Restructure rsyncs of dumps to the labstore boxes
Open, MediumPublic
Actions

Assigned To

None

Authored By

	ArielGlenn
	Jun 9 2020, 9:39 AM

Description

Currently the box where dumps are generated (dumpsdata1001) rsyncs with a tight bandwidth cap to three other servers in serial, one of these being our public-facing webserver and one being our fallback server. There are two issues with this: the web server sometimes remains very out of date, as today when it does not show any completed stub files for the wikidata run, even though those were completed on June 2, and the fallback host also may be out of data by up to two days.

We should rsync to the fallback host with a bandwidth cap, so that dumps generation is not impacted, and on that host rsync to the labstore boxes with a much higher or no cap if they can handle it. The fallback host should probably get a 10GB NIC too, although then disk iops on its end will be the limiting factor.

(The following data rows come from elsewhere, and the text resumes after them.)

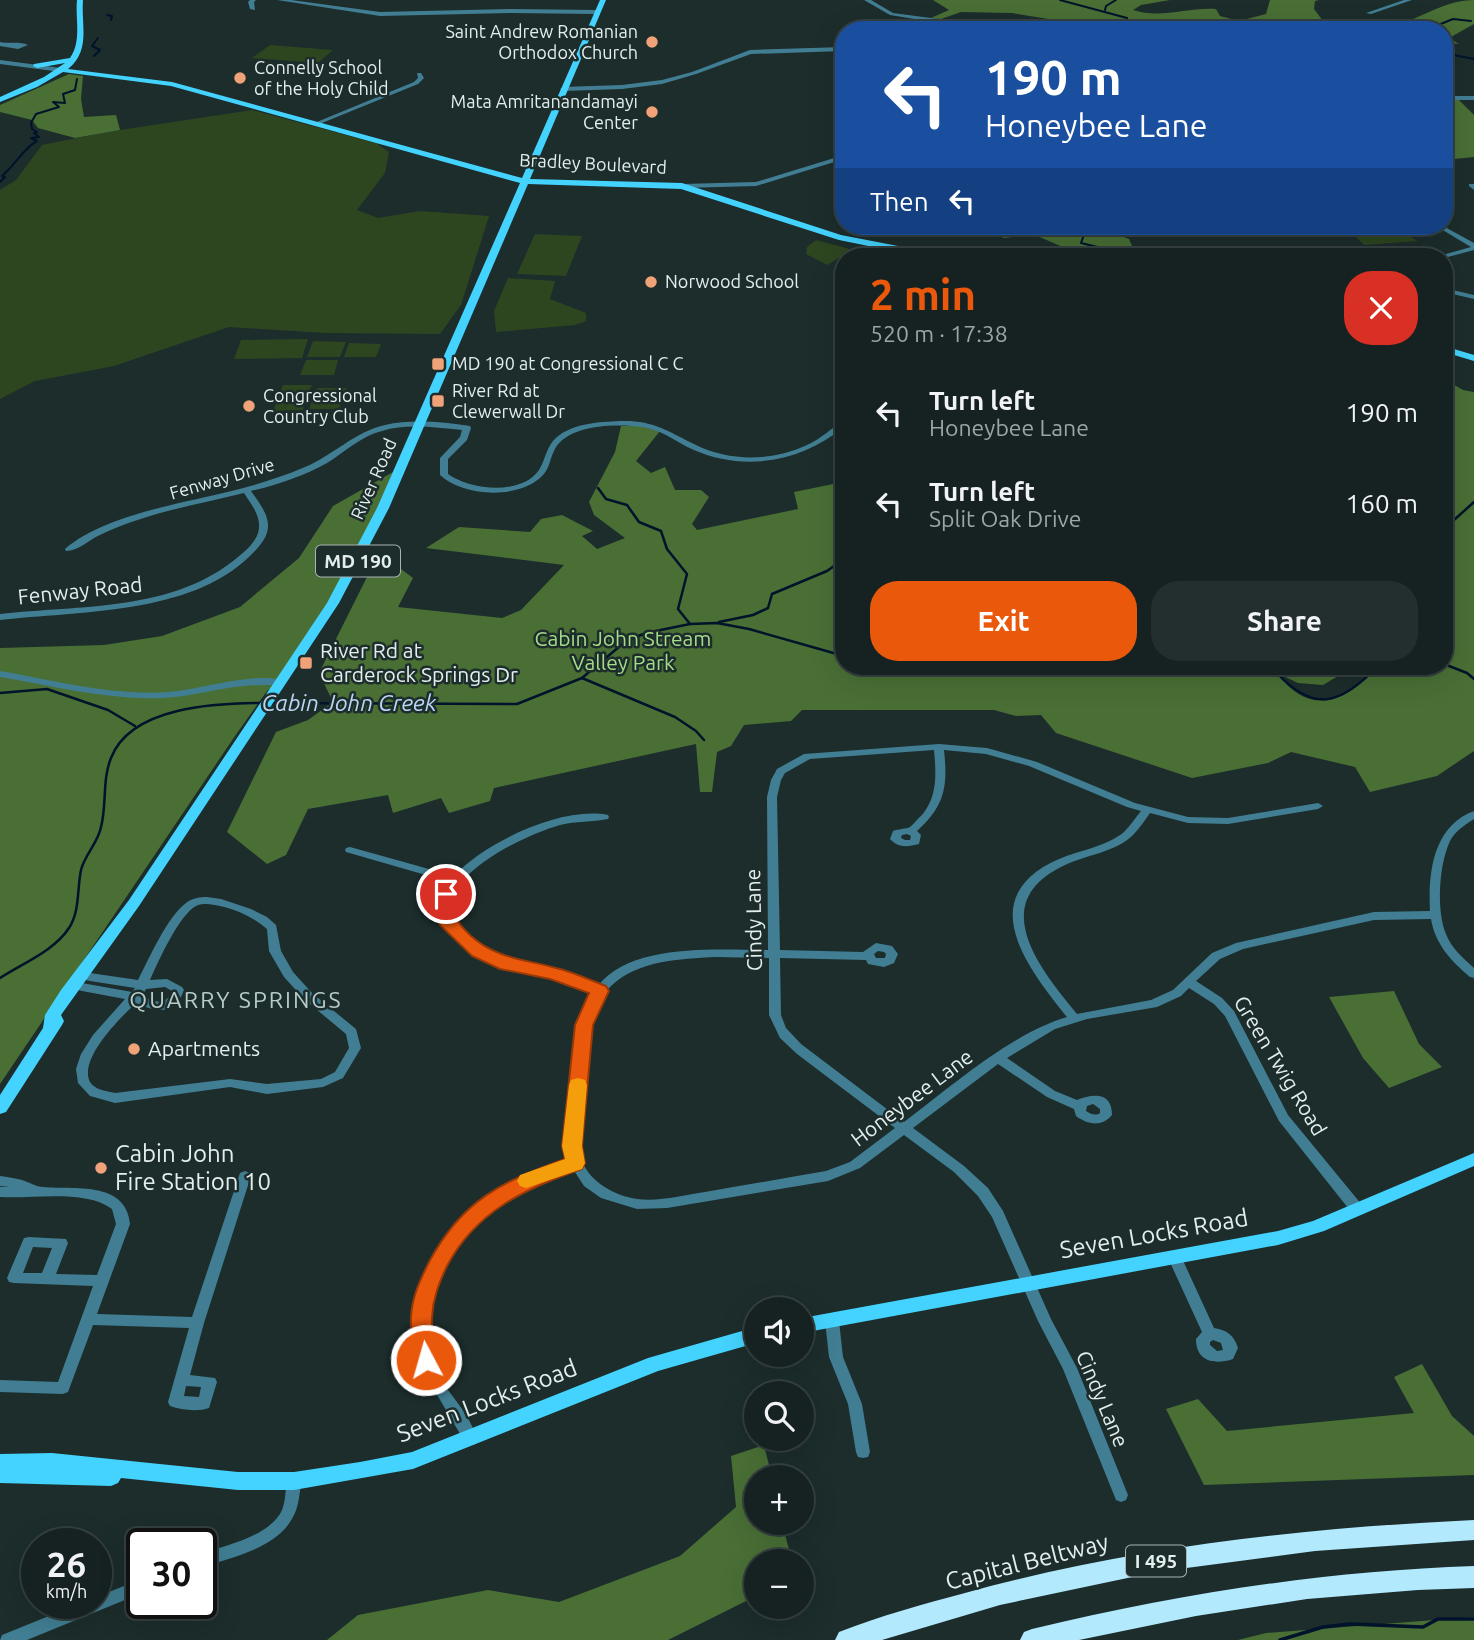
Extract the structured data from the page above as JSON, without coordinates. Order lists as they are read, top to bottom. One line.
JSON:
{"streets":{"highway":["I 495","Capital Beltway"],"main road":["Bradley Boulevard","River Road","MD 190","Seven Locks Road"],"street":["Fenway Drive","Fenway Road","Cindy Lane","Green Twig Road","Honeybee Lane"]},"crossings":[["Bradley Boulevard","River Road"],["Fenway Drive","River Road"],["Fenway Drive","Fenway Road"],["Cindy Lane","Honeybee Lane"],["Cindy Lane","Seven Locks Road"],["Green Twig Road","Honeybee Lane"],["Green Twig Road","Seven Locks Road"]],"districts":["QUARRY SPRINGS"],"water":["Cabin John Creek"],"parks":["Cabin John Stream Valley Park"],"places":{"other":["Saint Andrew Romanian Orthodox Church","Connelly School of the Holy Child","Mata Amritanandamayi Center","Norwood School","Congressional Country Club","Apartments","Cabin John Fire Station 10"],"transit":["MD 190 at Congressional C C","River Rd at Clewerwall Dr","River Rd at Carderock Springs Dr"]},"page":{"turn":["190 m","Honeybee Lane"],"then":"Then","heading":["2 min","520 m · 17:38"],"list":[{"name":"Turn left","note":"Honeybee Lane","value":"190 m"},{"name":"Turn left","note":"Split Oak Drive","value":"160 m"}],"buttons":["Exit","Share"],"map_buttons":["+","−"],"speed":"26 km/h","limit":"30"}}
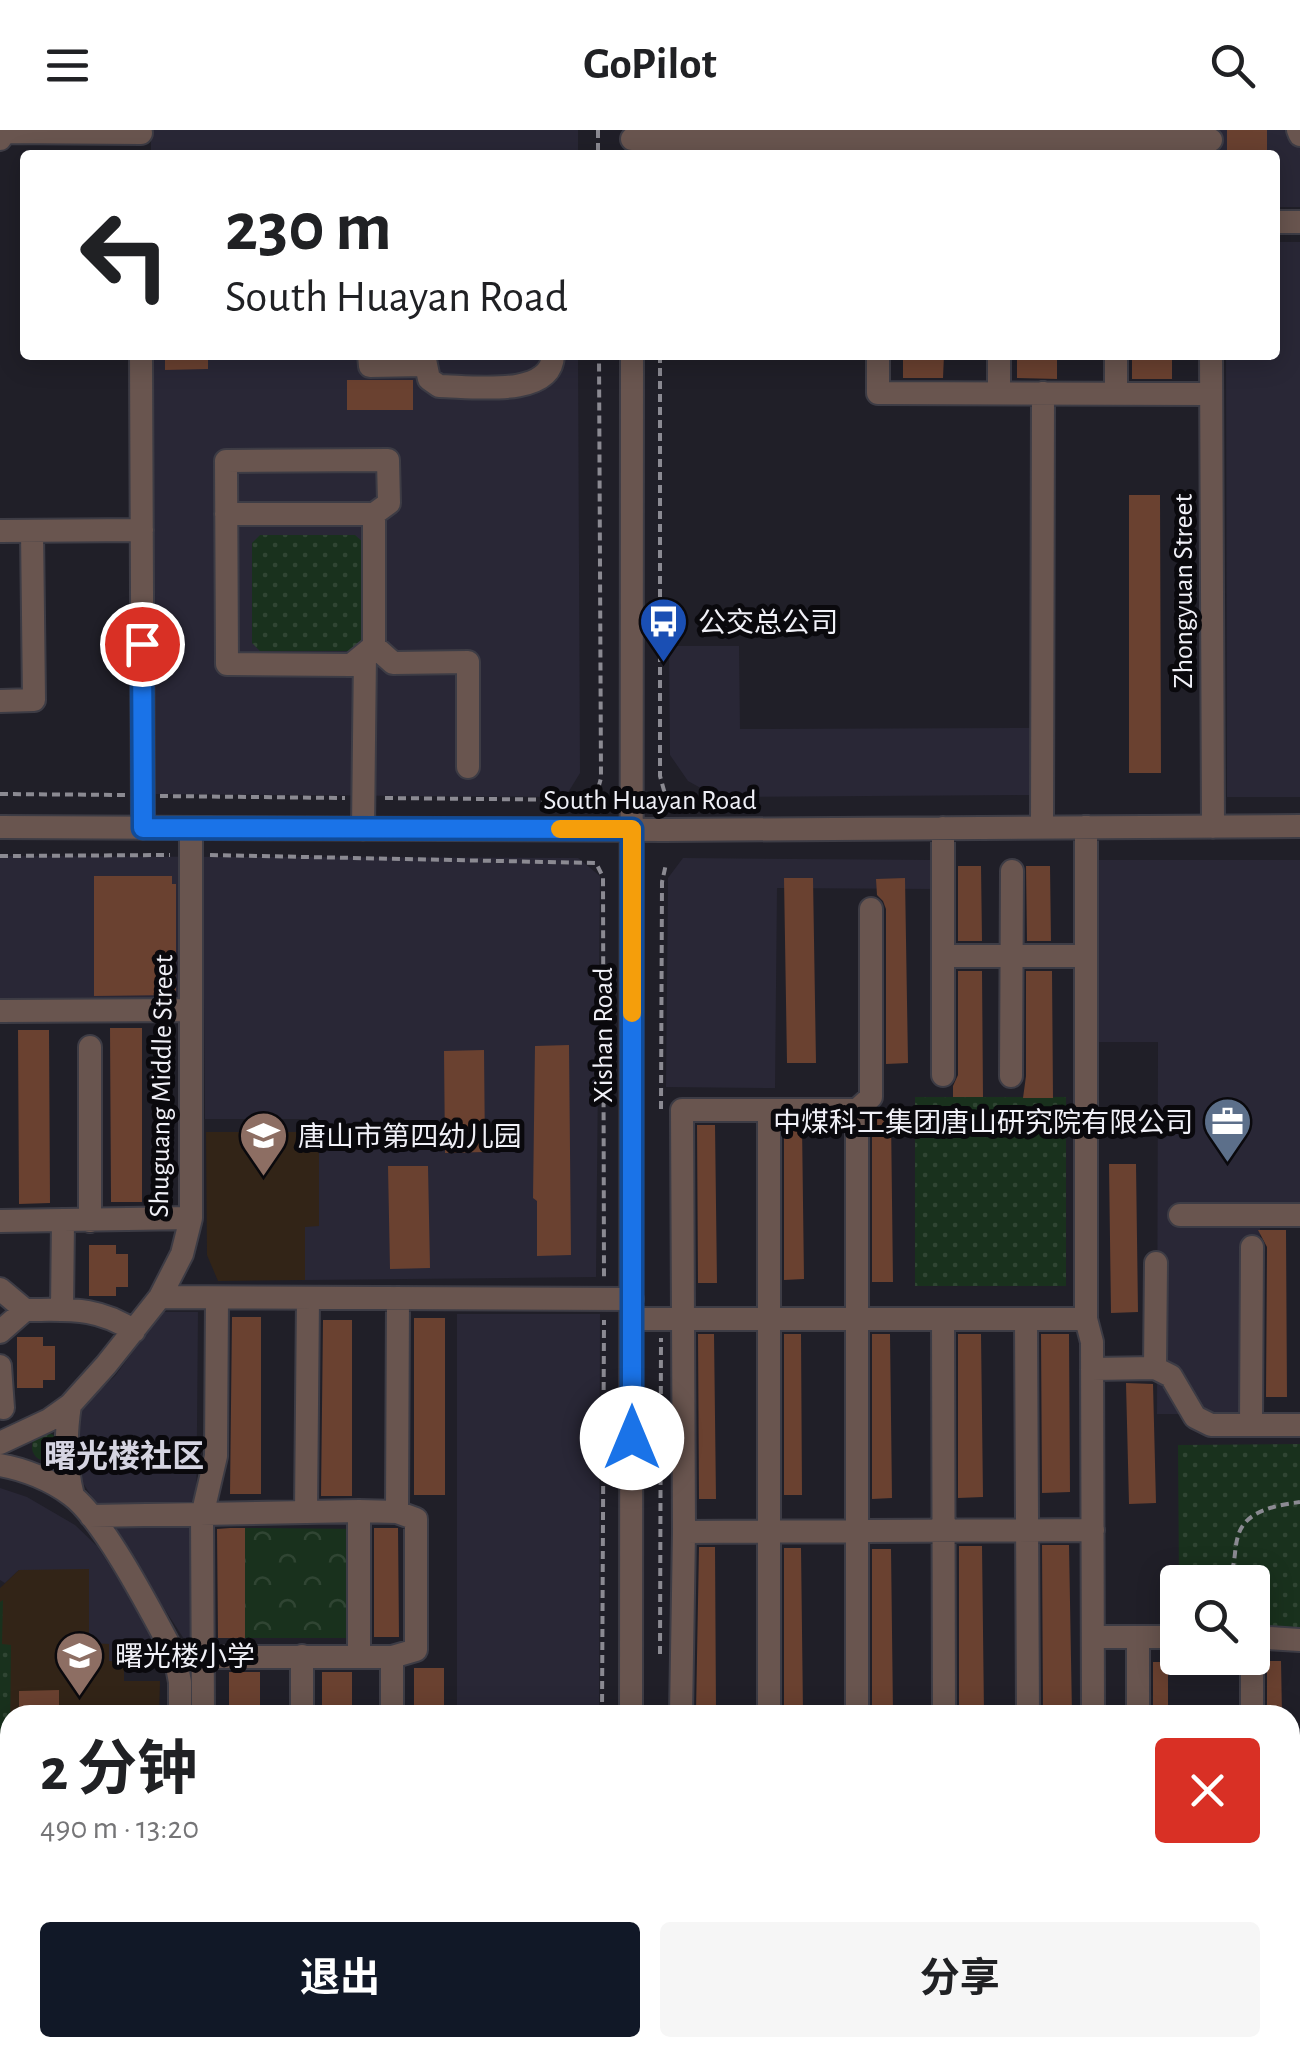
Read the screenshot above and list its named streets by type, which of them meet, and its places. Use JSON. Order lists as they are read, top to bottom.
{
  "streets": {
    "street": [
      "Zhongyuan Street",
      "South Huayan Road",
      "Xishan Road",
      "Shuguang Middle Street"
    ]
  },
  "crossings": [
    ["Zhongyuan Street", "South Huayan Road"],
    ["South Huayan Road", "Xishan Road"],
    ["South Huayan Road", "Shuguang Middle Street"]
  ],
  "districts": ["曙光楼社区"],
  "places": {
    "bus stop": ["公交总公司"],
    "office": ["中煤科工集团唐山研究院有限公司"],
    "school or university": ["唐山市第四幼儿园", "曙光楼小学"]
  },
  "page": {
    "header": "GoPilot",
    "turn": ["230 m", "South Huayan Road"],
    "heading": ["2 分钟", "490 m · 13:20"],
    "buttons": ["退出", "分享"]
  }
}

Or, we should look for some other way of moving files around that ensures more timely updates to the fallback host and the labstore boxes.

Things we can look into:

moving to nfsv4; how would this improve performance? are any cache race issues present in the current codebase?
designing a different mechanism to transfer over index.html and status files preserved from a 'snapshot' of the dir, over after all content files have finished,
rsync from primary nfs server to a second server only which handles all other rsyncs, potentially with higher/no bandwidth caps to the other servers
deploying two primary nfs servers which each store about half of the content, allowing more clients to write to each one without throttling cpu/iops/bandwidth on the primaries when more clients are needed to complete dumps of more content in the same period of time
??

Details

Subject	Repo	Branch	Lines +/-
script for rsyncing dumps via secondary storage server	operations/puppet	production	+183 -0
rename the dump rsyncer script preparing for new one that rsyncs via secondary	operations/puppet	production	+27 -52
dumps rsync refactor, better opts and flags handling	operations/puppet	production	+70 -94
start restructure of dumps rsync	operations/puppet	production	+201 -96
fix the long-running dumps exception checker issue	operations/puppet	production	+4 -4
alert on high load on xml dumps nfs primary	operations/puppet	production	+6 -0
the dumps exception checker should not start if it's already running	operations/puppet	production	+63 -1
restructure rsync of xml/sql dumps from primary source to other servers	operations/puppet	production	+231 -0

Customize query in gerrit

Related Objects

Mentioned In: T289048: Restructure rsync of XML/SQL dumps and dumpsdata space/network/disk use

Event Timeline

ArielGlenn triaged this task as Medium priority.Jun 9 2020, 9:39 AM

ArielGlenn created this task.

Restricted Application edited projects, added cloud-services-team (Kanban); removed cloud-services-team. · View Herald TranscriptJun 9 2020, 9:39 AM

Adding @Bstorm as she tuned the labstore boxes often enough and will surely have some good comments/ideas.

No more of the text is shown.